━━━━━ Dataset records

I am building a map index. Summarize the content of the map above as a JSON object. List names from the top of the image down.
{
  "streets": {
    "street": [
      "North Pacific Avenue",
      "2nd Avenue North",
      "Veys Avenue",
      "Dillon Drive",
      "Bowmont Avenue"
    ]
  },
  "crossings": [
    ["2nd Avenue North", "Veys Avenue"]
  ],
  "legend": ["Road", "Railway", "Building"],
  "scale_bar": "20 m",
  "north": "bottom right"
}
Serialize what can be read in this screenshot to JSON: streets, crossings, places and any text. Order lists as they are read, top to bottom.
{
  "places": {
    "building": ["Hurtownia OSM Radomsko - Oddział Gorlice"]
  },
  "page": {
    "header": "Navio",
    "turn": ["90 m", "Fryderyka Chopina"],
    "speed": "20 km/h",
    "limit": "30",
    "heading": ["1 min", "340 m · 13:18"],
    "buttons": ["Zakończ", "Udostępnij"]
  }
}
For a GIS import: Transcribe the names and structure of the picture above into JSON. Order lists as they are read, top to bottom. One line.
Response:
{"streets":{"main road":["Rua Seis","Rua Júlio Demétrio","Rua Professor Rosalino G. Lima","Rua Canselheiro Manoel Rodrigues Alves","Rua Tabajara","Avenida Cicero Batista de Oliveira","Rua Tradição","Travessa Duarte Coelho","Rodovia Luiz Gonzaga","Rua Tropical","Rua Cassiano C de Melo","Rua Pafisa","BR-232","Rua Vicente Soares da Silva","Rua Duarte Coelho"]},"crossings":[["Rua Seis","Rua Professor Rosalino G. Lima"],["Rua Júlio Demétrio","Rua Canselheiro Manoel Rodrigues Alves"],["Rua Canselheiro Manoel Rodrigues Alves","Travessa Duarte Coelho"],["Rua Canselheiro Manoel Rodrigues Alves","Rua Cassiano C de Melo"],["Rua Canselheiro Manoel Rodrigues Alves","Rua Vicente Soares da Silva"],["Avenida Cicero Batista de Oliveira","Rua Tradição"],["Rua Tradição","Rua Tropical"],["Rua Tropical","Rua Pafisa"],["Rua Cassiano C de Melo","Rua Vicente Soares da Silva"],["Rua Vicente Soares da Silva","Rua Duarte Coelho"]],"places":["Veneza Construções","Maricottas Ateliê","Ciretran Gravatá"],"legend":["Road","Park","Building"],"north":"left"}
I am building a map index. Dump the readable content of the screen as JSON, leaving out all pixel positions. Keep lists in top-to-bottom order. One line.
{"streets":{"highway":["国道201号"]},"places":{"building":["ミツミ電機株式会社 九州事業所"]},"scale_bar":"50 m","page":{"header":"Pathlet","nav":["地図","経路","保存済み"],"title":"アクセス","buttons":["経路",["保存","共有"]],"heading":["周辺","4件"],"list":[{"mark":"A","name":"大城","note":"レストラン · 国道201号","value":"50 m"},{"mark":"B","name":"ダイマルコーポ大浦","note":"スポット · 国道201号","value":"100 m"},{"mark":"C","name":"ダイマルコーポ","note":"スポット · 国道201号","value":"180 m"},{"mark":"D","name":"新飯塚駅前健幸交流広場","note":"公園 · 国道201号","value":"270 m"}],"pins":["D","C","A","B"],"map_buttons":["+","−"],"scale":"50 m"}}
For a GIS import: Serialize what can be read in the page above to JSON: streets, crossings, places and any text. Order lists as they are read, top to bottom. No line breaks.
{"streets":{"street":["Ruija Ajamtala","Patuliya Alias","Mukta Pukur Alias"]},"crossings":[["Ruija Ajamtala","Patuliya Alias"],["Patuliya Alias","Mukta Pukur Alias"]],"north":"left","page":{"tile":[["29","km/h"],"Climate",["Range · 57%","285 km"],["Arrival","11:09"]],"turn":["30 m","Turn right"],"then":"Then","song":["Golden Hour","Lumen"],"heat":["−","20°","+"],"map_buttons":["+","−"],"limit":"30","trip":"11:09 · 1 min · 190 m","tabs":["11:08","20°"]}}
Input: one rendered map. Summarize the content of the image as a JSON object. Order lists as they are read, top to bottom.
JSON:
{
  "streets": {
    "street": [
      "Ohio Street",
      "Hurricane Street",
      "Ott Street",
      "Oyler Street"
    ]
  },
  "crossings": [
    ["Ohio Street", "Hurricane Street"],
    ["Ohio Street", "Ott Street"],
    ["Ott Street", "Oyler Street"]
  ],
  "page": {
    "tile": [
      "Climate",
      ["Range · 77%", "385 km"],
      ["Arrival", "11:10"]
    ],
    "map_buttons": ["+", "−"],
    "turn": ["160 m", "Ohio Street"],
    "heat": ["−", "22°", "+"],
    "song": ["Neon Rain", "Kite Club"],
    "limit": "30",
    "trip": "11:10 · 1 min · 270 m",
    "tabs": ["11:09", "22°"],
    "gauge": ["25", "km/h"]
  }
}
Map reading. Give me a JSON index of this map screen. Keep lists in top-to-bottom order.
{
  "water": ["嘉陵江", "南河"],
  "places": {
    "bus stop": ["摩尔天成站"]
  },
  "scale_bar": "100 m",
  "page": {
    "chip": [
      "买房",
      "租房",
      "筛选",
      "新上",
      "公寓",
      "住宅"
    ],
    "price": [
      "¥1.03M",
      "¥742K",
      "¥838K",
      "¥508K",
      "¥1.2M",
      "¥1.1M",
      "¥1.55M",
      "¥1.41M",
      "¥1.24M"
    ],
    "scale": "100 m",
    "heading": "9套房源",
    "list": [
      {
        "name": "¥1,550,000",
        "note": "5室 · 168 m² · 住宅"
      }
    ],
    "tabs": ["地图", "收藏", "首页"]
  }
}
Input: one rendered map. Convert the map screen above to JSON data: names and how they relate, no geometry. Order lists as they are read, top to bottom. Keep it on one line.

━━━━━━━━━━

▶ _Exercise objective_
Every entry, from top to bottom, should be repeated word for word.

▶ _Response for this exercise_
I am building a map index. Summarize the content of the map above as a JSON object. List names from the top of the image down.
{
  "streets": {
    "street": [
      "North Pacific Avenue",
      "2nd Avenue North",
      "Veys Avenue",
      "Dillon Drive",
      "Bowmont Avenue"
    ]
  },
  "crossings": [
    ["2nd Avenue North", "Veys Avenue"]
  ],
  "legend": ["Road", "Railway", "Building"],
  "scale_bar": "20 m",
  "north": "bottom right"
}
Serialize what can be read in this screenshot to JSON: streets, crossings, places and any text. Order lists as they are read, top to bottom.
{
  "places": {
    "building": ["Hurtownia OSM Radomsko - Oddział Gorlice"]
  },
  "page": {
    "header": "Navio",
    "turn": ["90 m", "Fryderyka Chopina"],
    "speed": "20 km/h",
    "limit": "30",
    "heading": ["1 min", "340 m · 13:18"],
    "buttons": ["Zakończ", "Udostępnij"]
  }
}
For a GIS import: Transcribe the names and structure of the picture above into JSON. Order lists as they are read, top to bottom. One line.
Response:
{"streets":{"main road":["Rua Seis","Rua Júlio Demétrio","Rua Professor Rosalino G. Lima","Rua Canselheiro Manoel Rodrigues Alves","Rua Tabajara","Avenida Cicero Batista de Oliveira","Rua Tradição","Travessa Duarte Coelho","Rodovia Luiz Gonzaga","Rua Tropical","Rua Cassiano C de Melo","Rua Pafisa","BR-232","Rua Vicente Soares da Silva","Rua Duarte Coelho"]},"crossings":[["Rua Seis","Rua Professor Rosalino G. Lima"],["Rua Júlio Demétrio","Rua Canselheiro Manoel Rodrigues Alves"],["Rua Canselheiro Manoel Rodrigues Alves","Travessa Duarte Coelho"],["Rua Canselheiro Manoel Rodrigues Alves","Rua Cassiano C de Melo"],["Rua Canselheiro Manoel Rodrigues Alves","Rua Vicente Soares da Silva"],["Avenida Cicero Batista de Oliveira","Rua Tradição"],["Rua Tradição","Rua Tropical"],["Rua Tropical","Rua Pafisa"],["Rua Cassiano C de Melo","Rua Vicente Soares da Silva"],["Rua Vicente Soares da Silva","Rua Duarte Coelho"]],"places":["Veneza Construções","Maricottas Ateliê","Ciretran Gravatá"],"legend":["Road","Park","Building"],"north":"left"}
I am building a map index. Dump the readable content of the screen as JSON, leaving out all pixel positions. Keep lists in top-to-bottom order. One line.
{"streets":{"highway":["国道201号"]},"places":{"building":["ミツミ電機株式会社 九州事業所"]},"scale_bar":"50 m","page":{"header":"Pathlet","nav":["地図","経路","保存済み"],"title":"アクセス","buttons":["経路",["保存","共有"]],"heading":["周辺","4件"],"list":[{"mark":"A","name":"大城","note":"レストラン · 国道201号","value":"50 m"},{"mark":"B","name":"ダイマルコーポ大浦","note":"スポット · 国道201号","value":"100 m"},{"mark":"C","name":"ダイマルコーポ","note":"スポット · 国道201号","value":"180 m"},{"mark":"D","name":"新飯塚駅前健幸交流広場","note":"公園 · 国道201号","value":"270 m"}],"pins":["D","C","A","B"],"map_buttons":["+","−"],"scale":"50 m"}}
For a GIS import: Serialize what can be read in the page above to JSON: streets, crossings, places and any text. Order lists as they are read, top to bottom. No line breaks.
{"streets":{"street":["Ruija Ajamtala","Patuliya Alias","Mukta Pukur Alias"]},"crossings":[["Ruija Ajamtala","Patuliya Alias"],["Patuliya Alias","Mukta Pukur Alias"]],"north":"left","page":{"tile":[["29","km/h"],"Climate",["Range · 57%","285 km"],["Arrival","11:09"]],"turn":["30 m","Turn right"],"then":"Then","song":["Golden Hour","Lumen"],"heat":["−","20°","+"],"map_buttons":["+","−"],"limit":"30","trip":"11:09 · 1 min · 190 m","tabs":["11:08","20°"]}}
Input: one rendered map. Summarize the content of the image as a JSON object. Order lists as they are read, top to bottom.
JSON:
{
  "streets": {
    "street": [
      "Ohio Street",
      "Hurricane Street",
      "Ott Street",
      "Oyler Street"
    ]
  },
  "crossings": [
    ["Ohio Street", "Hurricane Street"],
    ["Ohio Street", "Ott Street"],
    ["Ott Street", "Oyler Street"]
  ],
  "page": {
    "tile": [
      "Climate",
      ["Range · 77%", "385 km"],
      ["Arrival", "11:10"]
    ],
    "map_buttons": ["+", "−"],
    "turn": ["160 m", "Ohio Street"],
    "heat": ["−", "22°", "+"],
    "song": ["Neon Rain", "Kite Club"],
    "limit": "30",
    "trip": "11:10 · 1 min · 270 m",
    "tabs": ["11:09", "22°"],
    "gauge": ["25", "km/h"]
  }
}
Map reading. Give me a JSON index of this map screen. Keep lists in top-to-bottom order.
{
  "water": ["嘉陵江", "南河"],
  "places": {
    "bus stop": ["摩尔天成站"]
  },
  "scale_bar": "100 m",
  "page": {
    "chip": [
      "买房",
      "租房",
      "筛选",
      "新上",
      "公寓",
      "住宅"
    ],
    "price": [
      "¥1.03M",
      "¥742K",
      "¥838K",
      "¥508K",
      "¥1.2M",
      "¥1.1M",
      "¥1.55M",
      "¥1.41M",
      "¥1.24M"
    ],
    "scale": "100 m",
    "heading": "9套房源",
    "list": [
      {
        "name": "¥1,550,000",
        "note": "5室 · 168 m² · 住宅"
      }
    ],
    "tabs": ["地图", "收藏", "首页"]
  }
}
Input: one rendered map. Convert the map screen above to JSON data: names and how they relate, no geometry. Order lists as they are read, top to bottom. Keep it on one line.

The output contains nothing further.